Reputation: 65
Is there any way to make Spring Actuator perform health check periodically? I'm thinking, maybe, there's an option to have some Runnable in my custom implementation of HealthIndicator, but for me this idea doesn't look quite good. I want to check Cassandra and, if failed, perform some emergency actions
Upvotes: 5
Views: 9352
Reputation: 13235
You may just periodically invoke /health endpoint from some external monitoring system (like Nagios) and take appropriate action if response is not HTTP 200. If you make authenticated call to /health endpoint, then response body contains details what exactly failed (unauthenticated call has just HTTP response code).
Spring Actuator on its own is not meant to take any actions. It is meant just to be used by /health
endpoint.
But if you really want to extend that idea and take some actions on failed health checks, then have a look at source code of spring-boot actuator.

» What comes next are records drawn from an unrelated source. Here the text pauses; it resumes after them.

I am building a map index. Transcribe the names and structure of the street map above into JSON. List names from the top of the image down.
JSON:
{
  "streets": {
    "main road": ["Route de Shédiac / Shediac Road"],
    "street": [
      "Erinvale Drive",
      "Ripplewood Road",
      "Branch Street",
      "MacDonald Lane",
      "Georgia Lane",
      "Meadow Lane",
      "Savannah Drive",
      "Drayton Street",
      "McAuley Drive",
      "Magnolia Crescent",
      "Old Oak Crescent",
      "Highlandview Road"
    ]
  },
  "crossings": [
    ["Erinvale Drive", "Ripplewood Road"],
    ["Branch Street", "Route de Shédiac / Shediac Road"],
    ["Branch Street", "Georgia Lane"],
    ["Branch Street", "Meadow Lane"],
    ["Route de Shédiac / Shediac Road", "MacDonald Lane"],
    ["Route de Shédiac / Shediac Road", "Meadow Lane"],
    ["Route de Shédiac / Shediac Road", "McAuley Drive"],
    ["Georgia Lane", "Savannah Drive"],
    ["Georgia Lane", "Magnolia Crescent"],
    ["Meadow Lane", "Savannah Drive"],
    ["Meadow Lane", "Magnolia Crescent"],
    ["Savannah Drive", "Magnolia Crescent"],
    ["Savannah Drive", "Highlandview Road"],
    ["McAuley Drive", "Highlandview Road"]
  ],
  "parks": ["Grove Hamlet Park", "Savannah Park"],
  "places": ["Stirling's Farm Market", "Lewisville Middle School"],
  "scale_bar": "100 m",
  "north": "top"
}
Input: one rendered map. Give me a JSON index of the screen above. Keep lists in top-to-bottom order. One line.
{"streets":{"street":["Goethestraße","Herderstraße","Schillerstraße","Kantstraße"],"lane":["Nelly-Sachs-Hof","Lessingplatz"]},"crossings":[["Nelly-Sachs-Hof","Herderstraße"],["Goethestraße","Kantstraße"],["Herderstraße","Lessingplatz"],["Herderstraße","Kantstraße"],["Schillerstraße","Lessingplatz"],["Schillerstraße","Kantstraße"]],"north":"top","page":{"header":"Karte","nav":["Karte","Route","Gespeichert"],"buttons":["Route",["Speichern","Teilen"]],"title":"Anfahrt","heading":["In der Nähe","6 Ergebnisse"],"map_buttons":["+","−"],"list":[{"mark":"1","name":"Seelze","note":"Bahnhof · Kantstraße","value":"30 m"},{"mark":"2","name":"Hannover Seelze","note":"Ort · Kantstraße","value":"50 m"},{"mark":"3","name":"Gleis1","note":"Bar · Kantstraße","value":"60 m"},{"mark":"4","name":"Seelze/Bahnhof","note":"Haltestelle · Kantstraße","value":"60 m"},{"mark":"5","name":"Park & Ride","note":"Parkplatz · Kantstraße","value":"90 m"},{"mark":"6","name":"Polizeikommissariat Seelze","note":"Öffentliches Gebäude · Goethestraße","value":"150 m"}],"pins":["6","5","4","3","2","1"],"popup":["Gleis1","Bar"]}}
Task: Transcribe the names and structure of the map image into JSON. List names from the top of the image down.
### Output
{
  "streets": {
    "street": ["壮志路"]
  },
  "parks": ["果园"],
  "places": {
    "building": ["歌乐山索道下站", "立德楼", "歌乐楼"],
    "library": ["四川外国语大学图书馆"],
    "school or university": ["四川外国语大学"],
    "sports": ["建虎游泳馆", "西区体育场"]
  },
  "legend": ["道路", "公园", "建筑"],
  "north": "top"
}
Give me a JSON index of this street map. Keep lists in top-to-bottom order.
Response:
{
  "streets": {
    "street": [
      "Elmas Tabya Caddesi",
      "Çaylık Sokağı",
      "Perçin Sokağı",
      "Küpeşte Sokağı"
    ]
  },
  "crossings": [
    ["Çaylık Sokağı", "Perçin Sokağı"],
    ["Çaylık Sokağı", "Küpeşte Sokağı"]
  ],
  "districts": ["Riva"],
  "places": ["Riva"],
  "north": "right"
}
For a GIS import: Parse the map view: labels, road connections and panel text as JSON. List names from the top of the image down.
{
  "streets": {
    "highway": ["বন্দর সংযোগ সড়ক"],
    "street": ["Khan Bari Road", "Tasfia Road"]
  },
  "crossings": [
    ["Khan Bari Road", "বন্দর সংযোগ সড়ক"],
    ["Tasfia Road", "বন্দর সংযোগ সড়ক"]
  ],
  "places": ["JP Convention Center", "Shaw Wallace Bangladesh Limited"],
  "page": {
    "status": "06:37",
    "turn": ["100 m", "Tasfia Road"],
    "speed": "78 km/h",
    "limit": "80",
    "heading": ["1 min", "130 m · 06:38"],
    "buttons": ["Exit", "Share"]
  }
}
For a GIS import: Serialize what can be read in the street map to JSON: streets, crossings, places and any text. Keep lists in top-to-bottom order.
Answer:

https://github.com/spring-projects/spring-boot/tree/master/spring-boot-project/spring-boot-actuator/src/main/java/org/springframework/boot/actuate/cassandra
It contains implementation of every health check.
You may easily reuse them and write your own implementation that will invoke each HealthIndicator
periodically.
For details, please check how org.springframework.boot.actuate.health.HealthEndpoint
looks like.
You may do exactly same thing periodically.
Note that this may not be best idea. You will heavily depend on implementation details of particular version of actuator. After updating version of Sping Boot (they release new version often, and it is good idea to update because of security fixes and new fatures) your custom logic may does not compile, stop to work or work incorrectly.
Upvotes: 1
Reputation: 362
If you are using Spring Boot >= 2.2, you can use the separate library spring-boot-async-health-indicator to run your healthchecks periodically.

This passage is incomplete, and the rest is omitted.